### Instructions to follow
Using the records that follow, work out how many lines hold the string "controls" and provide that number only.

### Data for review
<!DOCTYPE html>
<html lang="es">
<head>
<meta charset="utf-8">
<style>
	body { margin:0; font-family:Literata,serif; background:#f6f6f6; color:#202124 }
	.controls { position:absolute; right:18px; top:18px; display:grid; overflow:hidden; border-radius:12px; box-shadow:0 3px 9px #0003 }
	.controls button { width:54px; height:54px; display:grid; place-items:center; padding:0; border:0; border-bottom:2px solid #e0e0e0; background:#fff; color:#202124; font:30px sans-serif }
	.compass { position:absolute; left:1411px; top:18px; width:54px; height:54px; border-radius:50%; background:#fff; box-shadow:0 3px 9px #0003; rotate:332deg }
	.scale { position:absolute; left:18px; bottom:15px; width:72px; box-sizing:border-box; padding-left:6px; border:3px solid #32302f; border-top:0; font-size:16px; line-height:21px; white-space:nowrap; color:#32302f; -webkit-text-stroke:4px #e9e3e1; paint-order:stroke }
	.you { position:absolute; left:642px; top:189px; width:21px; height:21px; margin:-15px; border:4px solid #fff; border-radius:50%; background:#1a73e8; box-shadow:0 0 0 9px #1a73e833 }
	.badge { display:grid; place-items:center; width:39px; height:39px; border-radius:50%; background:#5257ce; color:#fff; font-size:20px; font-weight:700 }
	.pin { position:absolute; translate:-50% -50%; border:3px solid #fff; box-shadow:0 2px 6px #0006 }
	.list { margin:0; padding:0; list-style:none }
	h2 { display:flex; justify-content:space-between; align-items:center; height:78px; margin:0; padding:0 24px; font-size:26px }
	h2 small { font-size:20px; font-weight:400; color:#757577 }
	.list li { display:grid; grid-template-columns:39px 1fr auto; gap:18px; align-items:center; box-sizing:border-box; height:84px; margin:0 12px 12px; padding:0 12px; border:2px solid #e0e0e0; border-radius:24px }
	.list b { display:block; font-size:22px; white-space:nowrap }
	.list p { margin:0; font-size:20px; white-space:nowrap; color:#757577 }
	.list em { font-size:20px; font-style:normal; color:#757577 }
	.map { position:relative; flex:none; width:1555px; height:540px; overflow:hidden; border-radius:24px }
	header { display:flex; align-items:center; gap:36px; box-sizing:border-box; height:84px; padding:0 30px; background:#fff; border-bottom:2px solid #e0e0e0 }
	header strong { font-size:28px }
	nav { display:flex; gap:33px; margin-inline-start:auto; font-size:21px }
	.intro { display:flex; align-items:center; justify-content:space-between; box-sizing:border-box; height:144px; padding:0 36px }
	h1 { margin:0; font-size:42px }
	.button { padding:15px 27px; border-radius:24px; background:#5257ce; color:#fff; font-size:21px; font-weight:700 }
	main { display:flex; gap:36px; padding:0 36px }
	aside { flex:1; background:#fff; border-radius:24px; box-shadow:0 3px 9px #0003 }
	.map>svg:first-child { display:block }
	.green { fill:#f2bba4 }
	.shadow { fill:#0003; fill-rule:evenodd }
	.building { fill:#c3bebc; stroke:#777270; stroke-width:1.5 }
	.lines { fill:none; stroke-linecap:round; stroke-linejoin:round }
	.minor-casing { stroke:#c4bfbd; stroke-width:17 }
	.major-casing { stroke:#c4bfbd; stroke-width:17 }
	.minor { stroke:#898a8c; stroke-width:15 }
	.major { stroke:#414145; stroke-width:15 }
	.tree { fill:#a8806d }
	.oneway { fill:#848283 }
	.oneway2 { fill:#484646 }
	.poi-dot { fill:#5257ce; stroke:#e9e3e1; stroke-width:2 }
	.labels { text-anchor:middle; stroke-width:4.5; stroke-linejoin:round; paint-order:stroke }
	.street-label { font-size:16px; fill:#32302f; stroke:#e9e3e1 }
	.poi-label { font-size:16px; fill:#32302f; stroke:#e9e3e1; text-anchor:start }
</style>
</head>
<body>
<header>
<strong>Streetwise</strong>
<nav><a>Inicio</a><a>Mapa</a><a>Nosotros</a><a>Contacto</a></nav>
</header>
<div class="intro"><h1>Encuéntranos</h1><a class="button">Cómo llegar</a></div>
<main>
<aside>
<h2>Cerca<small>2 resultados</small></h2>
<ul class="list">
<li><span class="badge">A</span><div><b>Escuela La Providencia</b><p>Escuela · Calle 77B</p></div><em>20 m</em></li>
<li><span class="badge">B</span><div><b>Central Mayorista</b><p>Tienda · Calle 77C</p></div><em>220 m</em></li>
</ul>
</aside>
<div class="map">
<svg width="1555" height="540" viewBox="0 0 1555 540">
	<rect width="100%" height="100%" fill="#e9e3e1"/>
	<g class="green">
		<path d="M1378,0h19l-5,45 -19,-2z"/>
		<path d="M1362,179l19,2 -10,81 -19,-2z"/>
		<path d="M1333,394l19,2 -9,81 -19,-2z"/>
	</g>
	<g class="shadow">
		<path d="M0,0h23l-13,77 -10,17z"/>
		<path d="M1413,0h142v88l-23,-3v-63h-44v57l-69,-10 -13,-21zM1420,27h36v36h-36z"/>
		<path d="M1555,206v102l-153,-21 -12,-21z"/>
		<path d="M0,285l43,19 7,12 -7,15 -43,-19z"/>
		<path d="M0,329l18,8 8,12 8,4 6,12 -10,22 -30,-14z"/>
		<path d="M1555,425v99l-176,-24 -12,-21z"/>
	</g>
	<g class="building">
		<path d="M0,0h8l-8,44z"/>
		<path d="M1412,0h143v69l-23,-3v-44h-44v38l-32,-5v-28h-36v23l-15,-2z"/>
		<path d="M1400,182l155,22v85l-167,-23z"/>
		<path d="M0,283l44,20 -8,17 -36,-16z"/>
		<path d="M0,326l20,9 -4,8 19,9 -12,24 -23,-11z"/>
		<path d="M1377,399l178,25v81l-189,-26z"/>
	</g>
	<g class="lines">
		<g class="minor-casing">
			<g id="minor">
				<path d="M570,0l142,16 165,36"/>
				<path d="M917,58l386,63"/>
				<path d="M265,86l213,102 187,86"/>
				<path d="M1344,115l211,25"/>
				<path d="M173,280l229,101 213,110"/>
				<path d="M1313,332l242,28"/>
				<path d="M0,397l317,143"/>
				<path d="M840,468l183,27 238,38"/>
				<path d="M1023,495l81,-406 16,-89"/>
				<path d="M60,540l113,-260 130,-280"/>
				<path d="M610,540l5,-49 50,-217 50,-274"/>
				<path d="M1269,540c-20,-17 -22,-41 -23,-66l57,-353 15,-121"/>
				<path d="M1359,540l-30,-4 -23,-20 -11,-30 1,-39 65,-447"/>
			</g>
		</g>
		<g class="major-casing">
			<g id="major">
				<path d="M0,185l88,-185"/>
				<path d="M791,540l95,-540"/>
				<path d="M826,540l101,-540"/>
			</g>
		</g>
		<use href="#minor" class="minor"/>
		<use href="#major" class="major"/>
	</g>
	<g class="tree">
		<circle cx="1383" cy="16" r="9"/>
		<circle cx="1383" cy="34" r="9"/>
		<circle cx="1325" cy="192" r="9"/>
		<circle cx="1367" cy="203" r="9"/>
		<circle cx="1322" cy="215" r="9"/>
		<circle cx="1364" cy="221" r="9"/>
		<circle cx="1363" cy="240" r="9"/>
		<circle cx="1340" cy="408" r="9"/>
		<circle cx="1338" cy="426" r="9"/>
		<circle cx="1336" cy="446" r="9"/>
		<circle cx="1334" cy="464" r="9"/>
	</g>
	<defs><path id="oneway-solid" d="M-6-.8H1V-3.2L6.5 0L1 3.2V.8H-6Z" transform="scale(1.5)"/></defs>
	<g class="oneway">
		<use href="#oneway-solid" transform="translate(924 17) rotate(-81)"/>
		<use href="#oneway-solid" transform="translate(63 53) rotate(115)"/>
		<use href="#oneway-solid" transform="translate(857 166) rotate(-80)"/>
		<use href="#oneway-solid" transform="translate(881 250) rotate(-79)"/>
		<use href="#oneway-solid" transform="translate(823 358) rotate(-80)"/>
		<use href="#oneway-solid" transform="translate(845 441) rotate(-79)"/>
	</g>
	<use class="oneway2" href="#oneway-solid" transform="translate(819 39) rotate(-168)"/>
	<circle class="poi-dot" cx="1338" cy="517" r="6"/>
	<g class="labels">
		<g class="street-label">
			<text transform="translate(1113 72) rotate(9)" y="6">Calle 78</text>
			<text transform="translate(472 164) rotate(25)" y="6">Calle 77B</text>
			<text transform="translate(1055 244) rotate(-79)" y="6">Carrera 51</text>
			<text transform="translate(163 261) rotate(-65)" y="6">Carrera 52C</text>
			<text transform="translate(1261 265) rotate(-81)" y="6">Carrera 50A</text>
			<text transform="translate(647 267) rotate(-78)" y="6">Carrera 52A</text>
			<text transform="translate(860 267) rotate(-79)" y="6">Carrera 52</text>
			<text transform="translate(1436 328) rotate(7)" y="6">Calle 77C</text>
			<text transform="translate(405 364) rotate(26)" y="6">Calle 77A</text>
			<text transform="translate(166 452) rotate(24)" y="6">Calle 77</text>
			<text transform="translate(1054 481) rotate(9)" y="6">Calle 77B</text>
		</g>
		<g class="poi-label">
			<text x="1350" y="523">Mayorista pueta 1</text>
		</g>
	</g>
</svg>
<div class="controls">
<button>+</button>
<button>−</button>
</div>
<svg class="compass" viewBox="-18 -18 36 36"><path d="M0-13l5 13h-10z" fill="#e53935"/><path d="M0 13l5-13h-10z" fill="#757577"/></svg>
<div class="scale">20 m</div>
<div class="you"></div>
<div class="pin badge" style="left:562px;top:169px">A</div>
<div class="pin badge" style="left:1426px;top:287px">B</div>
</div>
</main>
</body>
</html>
...
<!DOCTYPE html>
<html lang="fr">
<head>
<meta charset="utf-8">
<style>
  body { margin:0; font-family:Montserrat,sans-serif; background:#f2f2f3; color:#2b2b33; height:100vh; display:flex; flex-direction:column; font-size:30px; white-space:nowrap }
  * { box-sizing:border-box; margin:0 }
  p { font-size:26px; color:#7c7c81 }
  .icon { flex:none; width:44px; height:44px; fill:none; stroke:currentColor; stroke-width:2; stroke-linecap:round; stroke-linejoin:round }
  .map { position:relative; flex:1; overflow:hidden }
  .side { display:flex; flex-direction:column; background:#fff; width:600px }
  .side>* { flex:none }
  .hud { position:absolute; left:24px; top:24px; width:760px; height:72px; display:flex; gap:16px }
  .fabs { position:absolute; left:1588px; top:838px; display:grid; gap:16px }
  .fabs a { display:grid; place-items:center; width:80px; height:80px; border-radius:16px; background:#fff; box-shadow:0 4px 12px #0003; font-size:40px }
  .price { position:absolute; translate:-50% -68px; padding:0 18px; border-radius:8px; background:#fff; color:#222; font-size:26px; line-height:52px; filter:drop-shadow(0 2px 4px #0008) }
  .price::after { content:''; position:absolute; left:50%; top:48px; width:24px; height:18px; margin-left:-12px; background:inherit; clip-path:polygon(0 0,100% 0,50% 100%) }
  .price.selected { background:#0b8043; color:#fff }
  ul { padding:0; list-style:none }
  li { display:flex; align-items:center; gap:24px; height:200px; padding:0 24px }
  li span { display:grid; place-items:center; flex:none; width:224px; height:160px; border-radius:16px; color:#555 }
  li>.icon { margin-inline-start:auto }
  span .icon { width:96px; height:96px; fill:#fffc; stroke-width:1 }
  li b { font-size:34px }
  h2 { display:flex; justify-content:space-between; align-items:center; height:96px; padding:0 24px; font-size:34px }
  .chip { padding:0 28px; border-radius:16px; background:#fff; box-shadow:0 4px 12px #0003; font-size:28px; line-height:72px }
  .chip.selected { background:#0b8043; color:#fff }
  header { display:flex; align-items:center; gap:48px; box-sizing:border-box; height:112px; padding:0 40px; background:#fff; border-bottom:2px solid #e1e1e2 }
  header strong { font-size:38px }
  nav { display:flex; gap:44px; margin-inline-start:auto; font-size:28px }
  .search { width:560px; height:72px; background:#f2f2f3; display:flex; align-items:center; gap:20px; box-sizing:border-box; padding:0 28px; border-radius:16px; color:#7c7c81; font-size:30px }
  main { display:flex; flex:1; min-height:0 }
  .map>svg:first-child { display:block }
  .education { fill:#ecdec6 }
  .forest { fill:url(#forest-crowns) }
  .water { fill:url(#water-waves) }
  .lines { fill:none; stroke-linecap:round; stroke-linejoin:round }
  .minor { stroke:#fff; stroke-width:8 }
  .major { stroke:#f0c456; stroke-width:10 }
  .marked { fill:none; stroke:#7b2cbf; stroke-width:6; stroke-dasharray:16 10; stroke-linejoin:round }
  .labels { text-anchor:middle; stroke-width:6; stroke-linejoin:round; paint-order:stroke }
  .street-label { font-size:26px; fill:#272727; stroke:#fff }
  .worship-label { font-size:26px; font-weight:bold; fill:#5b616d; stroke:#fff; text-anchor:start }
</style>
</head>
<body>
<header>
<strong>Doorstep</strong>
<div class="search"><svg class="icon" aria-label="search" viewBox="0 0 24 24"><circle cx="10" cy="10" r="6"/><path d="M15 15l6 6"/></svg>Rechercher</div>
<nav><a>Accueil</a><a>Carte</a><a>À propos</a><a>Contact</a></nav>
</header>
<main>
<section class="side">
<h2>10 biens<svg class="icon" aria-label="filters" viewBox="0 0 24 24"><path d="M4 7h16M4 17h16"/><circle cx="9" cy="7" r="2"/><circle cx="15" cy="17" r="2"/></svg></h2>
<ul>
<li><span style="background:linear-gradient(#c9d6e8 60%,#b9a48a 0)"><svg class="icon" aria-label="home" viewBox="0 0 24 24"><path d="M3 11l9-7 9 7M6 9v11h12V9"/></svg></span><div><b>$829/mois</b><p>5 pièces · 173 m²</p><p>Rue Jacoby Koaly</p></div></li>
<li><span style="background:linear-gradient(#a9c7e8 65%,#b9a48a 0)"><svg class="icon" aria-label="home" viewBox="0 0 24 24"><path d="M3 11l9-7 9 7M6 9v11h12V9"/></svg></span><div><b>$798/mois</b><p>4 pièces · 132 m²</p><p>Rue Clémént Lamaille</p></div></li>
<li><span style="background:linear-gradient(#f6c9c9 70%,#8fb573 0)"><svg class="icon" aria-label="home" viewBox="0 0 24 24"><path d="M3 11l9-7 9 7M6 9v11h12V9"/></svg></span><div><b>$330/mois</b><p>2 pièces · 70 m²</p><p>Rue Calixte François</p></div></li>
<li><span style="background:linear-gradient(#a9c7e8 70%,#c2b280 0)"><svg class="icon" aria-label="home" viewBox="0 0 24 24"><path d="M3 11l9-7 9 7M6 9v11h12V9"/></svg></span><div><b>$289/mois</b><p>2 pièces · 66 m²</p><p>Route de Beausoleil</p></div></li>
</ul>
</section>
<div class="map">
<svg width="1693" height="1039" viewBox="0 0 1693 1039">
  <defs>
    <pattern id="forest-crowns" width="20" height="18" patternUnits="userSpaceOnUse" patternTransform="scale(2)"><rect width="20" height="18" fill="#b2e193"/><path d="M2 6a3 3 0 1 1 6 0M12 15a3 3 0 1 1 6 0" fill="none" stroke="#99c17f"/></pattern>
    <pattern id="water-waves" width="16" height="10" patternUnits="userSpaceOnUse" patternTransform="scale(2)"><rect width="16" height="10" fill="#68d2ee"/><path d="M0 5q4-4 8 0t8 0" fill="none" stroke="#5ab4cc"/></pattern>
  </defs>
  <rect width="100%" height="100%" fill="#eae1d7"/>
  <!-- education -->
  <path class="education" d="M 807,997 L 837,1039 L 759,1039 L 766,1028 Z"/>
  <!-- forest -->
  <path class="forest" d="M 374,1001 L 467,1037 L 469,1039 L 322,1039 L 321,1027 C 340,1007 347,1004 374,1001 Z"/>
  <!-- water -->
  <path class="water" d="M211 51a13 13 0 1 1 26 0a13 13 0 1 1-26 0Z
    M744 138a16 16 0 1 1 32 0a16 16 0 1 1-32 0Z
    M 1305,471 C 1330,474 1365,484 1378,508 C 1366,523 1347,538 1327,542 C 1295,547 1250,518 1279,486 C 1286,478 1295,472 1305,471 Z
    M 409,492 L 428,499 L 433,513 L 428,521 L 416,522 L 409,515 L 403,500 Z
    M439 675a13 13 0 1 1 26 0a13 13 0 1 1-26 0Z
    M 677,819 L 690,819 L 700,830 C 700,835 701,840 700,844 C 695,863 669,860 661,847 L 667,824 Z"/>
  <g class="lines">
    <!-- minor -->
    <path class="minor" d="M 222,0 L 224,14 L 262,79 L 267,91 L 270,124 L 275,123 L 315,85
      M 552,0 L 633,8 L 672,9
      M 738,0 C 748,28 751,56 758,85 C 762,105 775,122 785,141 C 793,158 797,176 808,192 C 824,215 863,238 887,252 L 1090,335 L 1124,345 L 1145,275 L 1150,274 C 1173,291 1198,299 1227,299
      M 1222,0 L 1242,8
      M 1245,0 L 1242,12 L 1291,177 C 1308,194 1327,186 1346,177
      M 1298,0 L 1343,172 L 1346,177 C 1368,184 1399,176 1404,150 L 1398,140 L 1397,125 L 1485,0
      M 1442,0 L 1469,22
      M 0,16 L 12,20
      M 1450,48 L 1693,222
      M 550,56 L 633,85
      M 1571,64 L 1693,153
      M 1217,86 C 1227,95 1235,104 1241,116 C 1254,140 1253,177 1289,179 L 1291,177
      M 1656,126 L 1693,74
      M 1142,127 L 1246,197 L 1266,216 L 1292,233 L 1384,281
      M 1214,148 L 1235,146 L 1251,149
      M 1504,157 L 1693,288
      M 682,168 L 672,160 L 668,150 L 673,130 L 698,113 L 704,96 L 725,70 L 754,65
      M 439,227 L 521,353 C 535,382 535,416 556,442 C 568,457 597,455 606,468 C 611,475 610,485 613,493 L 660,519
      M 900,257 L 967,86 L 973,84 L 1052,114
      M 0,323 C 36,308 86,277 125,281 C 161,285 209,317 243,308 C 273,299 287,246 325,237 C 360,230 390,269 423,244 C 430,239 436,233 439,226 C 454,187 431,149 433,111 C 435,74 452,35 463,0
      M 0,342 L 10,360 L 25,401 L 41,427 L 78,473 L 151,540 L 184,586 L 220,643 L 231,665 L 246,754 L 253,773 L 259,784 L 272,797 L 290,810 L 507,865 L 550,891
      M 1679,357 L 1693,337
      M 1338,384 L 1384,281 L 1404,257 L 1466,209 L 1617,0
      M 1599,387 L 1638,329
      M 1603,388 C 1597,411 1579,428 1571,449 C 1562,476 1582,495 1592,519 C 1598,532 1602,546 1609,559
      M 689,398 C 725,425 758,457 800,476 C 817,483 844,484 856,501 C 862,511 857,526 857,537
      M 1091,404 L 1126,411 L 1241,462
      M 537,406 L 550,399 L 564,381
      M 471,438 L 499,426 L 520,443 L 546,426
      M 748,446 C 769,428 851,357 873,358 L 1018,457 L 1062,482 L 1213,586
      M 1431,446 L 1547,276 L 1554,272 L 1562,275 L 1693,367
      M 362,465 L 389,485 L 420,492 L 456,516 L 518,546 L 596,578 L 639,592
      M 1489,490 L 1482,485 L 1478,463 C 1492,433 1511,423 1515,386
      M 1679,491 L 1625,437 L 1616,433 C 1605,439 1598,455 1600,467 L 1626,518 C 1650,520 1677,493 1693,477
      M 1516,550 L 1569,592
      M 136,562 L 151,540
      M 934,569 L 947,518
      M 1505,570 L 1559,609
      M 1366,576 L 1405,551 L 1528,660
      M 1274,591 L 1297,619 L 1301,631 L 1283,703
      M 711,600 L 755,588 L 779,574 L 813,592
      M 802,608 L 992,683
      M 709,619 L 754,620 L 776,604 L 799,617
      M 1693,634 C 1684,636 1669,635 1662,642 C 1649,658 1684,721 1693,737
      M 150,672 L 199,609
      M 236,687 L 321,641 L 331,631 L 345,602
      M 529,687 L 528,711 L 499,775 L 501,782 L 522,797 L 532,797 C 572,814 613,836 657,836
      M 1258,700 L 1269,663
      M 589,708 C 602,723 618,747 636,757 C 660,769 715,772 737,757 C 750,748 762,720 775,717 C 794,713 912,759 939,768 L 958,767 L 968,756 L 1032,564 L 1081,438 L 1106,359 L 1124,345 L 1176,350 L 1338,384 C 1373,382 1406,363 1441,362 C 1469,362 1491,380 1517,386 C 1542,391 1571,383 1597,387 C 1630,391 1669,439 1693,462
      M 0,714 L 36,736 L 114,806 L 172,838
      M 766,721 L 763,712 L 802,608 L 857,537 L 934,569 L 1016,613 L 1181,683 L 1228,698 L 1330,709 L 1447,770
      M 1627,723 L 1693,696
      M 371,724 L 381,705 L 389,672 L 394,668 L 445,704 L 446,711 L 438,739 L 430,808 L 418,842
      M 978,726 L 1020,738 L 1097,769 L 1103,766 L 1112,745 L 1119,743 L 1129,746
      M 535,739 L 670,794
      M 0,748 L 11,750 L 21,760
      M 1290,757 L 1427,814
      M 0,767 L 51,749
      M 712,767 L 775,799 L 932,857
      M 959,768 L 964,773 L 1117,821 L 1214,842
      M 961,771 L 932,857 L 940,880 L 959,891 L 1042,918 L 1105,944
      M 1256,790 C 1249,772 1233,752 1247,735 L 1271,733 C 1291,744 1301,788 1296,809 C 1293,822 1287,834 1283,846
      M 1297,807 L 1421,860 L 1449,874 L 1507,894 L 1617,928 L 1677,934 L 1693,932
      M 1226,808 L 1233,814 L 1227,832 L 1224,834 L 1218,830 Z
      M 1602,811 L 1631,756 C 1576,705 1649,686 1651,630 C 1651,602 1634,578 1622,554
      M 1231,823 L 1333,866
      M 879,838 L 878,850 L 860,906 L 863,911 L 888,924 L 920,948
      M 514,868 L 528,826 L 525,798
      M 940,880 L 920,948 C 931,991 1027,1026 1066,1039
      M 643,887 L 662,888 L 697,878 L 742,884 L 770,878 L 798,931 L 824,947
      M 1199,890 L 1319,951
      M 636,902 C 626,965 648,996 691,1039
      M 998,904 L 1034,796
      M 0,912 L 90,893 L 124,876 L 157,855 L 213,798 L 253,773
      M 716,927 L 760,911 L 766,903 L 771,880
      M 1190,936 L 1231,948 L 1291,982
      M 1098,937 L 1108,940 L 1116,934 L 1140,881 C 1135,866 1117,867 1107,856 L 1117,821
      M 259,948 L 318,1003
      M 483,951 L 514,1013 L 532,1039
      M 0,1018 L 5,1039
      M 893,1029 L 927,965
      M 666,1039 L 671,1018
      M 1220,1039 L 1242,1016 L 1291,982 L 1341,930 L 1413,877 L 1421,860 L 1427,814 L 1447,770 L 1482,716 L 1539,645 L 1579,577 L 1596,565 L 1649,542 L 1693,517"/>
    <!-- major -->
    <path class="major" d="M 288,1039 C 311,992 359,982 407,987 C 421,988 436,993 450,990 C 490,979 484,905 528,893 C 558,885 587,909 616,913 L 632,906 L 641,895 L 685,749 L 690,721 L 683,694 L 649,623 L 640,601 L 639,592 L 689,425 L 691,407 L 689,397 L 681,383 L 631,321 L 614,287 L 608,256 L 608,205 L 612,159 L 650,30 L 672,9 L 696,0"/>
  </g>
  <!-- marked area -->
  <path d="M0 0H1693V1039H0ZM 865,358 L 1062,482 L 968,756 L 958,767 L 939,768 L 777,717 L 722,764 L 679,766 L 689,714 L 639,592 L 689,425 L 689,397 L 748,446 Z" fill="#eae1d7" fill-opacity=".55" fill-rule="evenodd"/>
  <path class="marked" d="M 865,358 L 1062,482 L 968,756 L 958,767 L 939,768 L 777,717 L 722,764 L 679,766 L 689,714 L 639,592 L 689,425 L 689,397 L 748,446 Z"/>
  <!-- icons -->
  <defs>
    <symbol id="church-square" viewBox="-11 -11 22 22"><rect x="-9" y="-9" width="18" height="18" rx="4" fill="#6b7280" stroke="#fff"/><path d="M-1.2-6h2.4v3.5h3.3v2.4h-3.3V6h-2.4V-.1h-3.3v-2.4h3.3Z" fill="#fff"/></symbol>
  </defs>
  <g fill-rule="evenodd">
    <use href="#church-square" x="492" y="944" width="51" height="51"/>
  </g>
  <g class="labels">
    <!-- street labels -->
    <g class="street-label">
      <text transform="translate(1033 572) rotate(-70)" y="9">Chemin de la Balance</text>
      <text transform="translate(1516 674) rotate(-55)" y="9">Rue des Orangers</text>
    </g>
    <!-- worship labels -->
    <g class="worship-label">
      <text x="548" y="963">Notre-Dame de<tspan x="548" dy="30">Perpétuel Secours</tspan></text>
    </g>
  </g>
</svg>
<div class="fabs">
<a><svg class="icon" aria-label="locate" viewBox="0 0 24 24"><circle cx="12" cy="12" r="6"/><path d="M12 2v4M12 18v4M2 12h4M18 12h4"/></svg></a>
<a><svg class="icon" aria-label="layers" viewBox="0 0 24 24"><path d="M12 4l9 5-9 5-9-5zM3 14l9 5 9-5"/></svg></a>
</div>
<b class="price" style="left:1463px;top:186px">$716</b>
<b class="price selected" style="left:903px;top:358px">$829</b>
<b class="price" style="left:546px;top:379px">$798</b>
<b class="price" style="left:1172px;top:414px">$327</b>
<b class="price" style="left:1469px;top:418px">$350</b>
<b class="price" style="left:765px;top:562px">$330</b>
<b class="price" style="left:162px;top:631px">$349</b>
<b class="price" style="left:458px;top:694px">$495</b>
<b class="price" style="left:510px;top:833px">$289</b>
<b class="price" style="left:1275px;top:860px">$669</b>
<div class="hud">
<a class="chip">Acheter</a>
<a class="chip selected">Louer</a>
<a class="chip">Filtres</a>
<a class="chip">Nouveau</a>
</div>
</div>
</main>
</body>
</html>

### Written reply
3